Developers of commercial real estate are negotiating a challenging market. Completing a ground-up construction deal in today’s market is difficult due to pressure on construction prices from supply chain challenges and labor shortages, the present interest rate environment, and a constricted financing market that limits realistic funding alternatives.
Although it can take some time for new financing vehicles to gain traction in the market, Commercial Property-Assessed Clean Energy (C-PACE) funding has completed more than $3 billion in transactions since its launch over ten years ago, making it a preferred green finance option for many owners, investors, and developers.
The unique benefits of C-PACE’s long-term, affordable, fixed-rate, non-recourse financing make it preferred over more costly mezzanine loans or preferred equity. The financing is now offered in 37 states and the District of Columbia.
However, many still need to familiarize themselves with the concept. What is C-PACE? What makes it lucrative to commercial real estate owners and developers? What are the latest updates regarding this that have further fueled its adoption?
How does C-PACE Financing Work?
Enacted by state legislation, C-PACE is an alternative financing mechanism that offers low-cost, long-term financing for energy efficiency, water efficiency, renewable energy, and resilience projects to developers and owners of commercial and industrial buildings. Like municipal water and utility bills, C-PACE payments are recovered and secured by a voluntary property tax bill assessment. The C-PACE evaluation is referred to as a “debt of property.” This implies that the financing is linked to the property through its tax bill rather than the owner, and thus, if the property is sold, the repayment obligation is transferred along with it. For almost 200 years, municipal bonds affixed to property taxes have been repaid with the help of assessment financing. These bonds have been used to finance public works projects, including fire stations, street lighting, sewage and sidewalk upgrades, and more. The distinction is that C-PACE applies the paradigm to sustainability and energy efficiency initiatives that help building owners and the broader good.

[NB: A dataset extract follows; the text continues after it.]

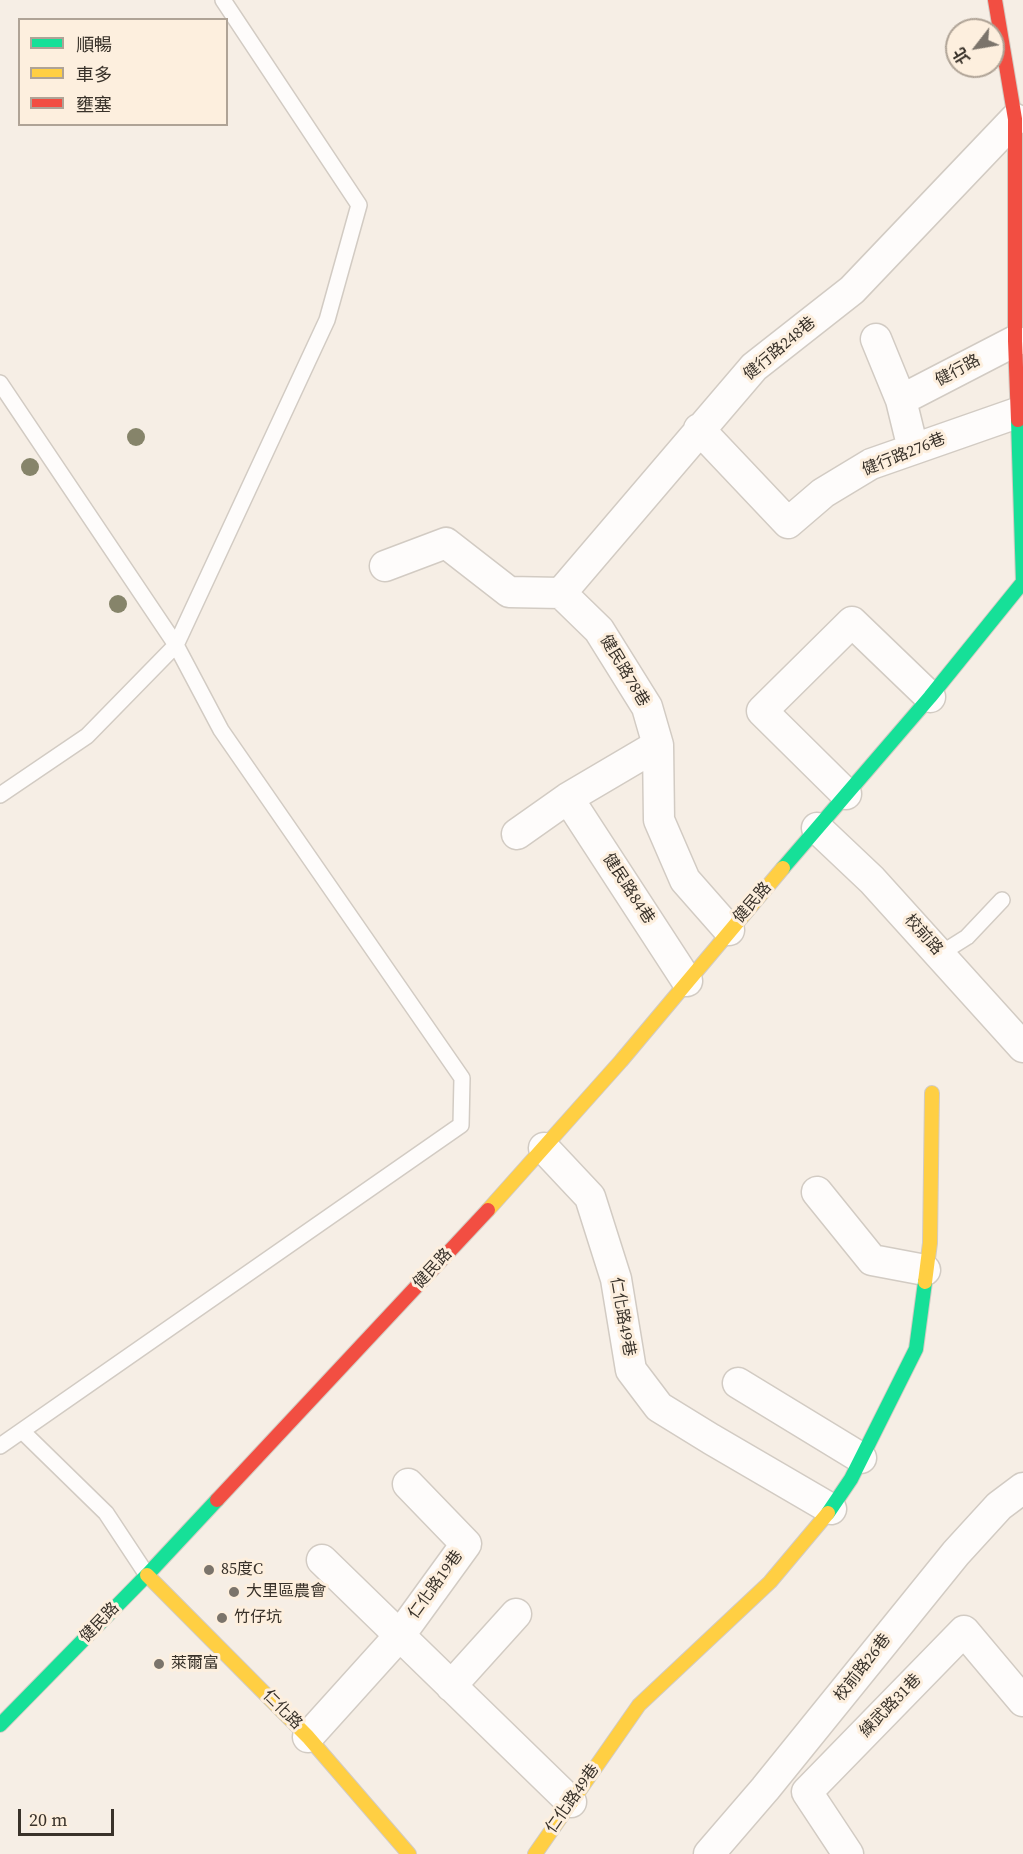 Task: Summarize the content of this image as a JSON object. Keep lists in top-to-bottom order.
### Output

How can Developers Benefit?
Improvements impacting the environment or energy are usually eligible for C-PACE funding. These include mechanical systems related to air conditioning and heating (HVAC), electrical upgrades like LED lighting, modernized fenestration and building envelope with high-performance windows, water efficiency with low-flow plumbing and irrigation, and comprehensive energy systems with solar power and backup capabilities. C-PACE can also be utilized for seismic strengthening and resilience, such as seismic bracing, foundation upgrades, shear-wall reinforcement, and similar projects in some areas, such as Washington and California.

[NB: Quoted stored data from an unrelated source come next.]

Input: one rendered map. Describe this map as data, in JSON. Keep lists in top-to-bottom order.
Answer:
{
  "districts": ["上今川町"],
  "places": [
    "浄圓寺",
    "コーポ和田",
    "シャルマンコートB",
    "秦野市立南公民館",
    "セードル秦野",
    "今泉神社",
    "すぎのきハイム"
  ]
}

Developers who design their building to meet or surpass the IECC 2018 may be eligible for C-PACE financing, which enables them to obtain inexpensive, fixed-rate, non-recourse financing for up to 20% of their total qualifying construction cost. Furthermore, there is no upfront out-of-pocket cost, and no personal guarantee is needed. The money may be used to lower other high-cost capital sources, such as the developer’s equity contribution, and the builder will still have a more valued, competitive, and efficient building.
Reducing High Debt Expenses Using C-PACE
C-PACE is an opportunity to obtain fixed-rate financing on a portion of the debt stack that is more palatable than current rates offered by senior lenders. Cost control is a primary objective for developers. Interest rates for C-PACE are now between 7.5% and 8.0%.
Furthermore, the spread savings between C-PACE and your construction financing has widened, driving more value for developers.
It should also be noted that developers have the added benefit of a fixed-rate loan on a construction deal, which is a tremendous value in a market where interest rates are rising and volatile. They also benefit from prepayment flexibility in case interest rates drop after the first three to five years. This is in addition to locking in a lower rate.
Furthermore, the availability of C-PACE financing is unrestricted, in contrast to bank financing. Developers don’t have the same accessibility challenges as in traditional loan markets, as Yamauchi points out because there is now more money in C-PACE than transactions being funded.
Which Offers Fit Best with C-PACE?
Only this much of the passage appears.